In a paper published on Tuesday, scientists hailed the discovery of the Late Cretaceous oviraptorid theropod dinosaur embryo as significant.

The 70-million-year-old fossil has been nicknamed Baby Yingliang, after the Yingliang Stone Nature History Museum where it was found. The fossil had been bought in 2000 by the Chinese company that subsidizes the institution, but been forgotten about for two decades, until it was unearthed by museum staff.  

Darla Zelenitsky, an associate geoscience professor at Canada’s University of Calgary, who co-authored the paper, said it was incredibly rare to find baby dinosaur bones, so this particularly find was extraordinary. 

“It is an amazing specimen … I have been working on dinosaur eggs for 25 years and have yet to see anything like it,” Zelenitsky told CNN. “Up until now, little has been known of what was going on inside a dinosaur’s egg prior to hatching, as there are so few embryonic skeletons, particularly those that are complete and preserved in a life pose.”

The egg is around 7in (17cm) long, while the baby dinosaur was believed to be around 11in (27cm) long from head to tail.

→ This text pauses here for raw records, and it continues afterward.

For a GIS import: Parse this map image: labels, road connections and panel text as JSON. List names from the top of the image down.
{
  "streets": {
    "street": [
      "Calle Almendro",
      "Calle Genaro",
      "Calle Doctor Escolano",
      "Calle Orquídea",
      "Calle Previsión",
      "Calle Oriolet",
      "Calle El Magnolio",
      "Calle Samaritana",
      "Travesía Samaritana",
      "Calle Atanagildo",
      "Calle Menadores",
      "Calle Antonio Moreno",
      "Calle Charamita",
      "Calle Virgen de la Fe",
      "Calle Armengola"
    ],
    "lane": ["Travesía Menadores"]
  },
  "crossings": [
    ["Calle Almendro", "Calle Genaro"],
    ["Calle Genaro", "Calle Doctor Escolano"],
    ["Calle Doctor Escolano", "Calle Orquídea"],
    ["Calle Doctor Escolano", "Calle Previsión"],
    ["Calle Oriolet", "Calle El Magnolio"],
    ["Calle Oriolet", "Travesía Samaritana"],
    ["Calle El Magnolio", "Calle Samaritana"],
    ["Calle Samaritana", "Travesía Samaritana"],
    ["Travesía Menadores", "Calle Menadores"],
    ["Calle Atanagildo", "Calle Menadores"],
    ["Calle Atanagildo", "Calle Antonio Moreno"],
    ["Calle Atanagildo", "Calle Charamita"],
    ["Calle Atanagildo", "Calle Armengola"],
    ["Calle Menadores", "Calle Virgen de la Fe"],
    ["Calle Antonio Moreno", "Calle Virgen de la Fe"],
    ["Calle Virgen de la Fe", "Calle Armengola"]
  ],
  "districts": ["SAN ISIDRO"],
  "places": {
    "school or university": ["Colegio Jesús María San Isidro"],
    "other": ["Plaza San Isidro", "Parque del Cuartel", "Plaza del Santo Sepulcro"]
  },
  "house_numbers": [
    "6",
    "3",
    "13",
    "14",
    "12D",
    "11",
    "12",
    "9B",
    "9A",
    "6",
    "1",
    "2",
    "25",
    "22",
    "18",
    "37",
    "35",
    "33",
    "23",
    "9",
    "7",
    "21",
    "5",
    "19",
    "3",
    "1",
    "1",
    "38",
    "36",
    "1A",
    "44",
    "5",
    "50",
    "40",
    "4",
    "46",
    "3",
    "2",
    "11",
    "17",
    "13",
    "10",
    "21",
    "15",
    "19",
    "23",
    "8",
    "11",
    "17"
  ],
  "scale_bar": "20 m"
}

The researchers – who hail from the UK, Canada, and China – contended that Baby Yingliang would have been moving around inside it before hatching, similar to modern-day birds.

Analysis of the egg shows that the dinosaur’s posture was also similar to that of a late-stage modern bird embryo, suggesting that avian tucking behavior – a reference to the protective head-under-wing position adopted by birds a few days before hatching from the shell – may have originated among non-avian theropods.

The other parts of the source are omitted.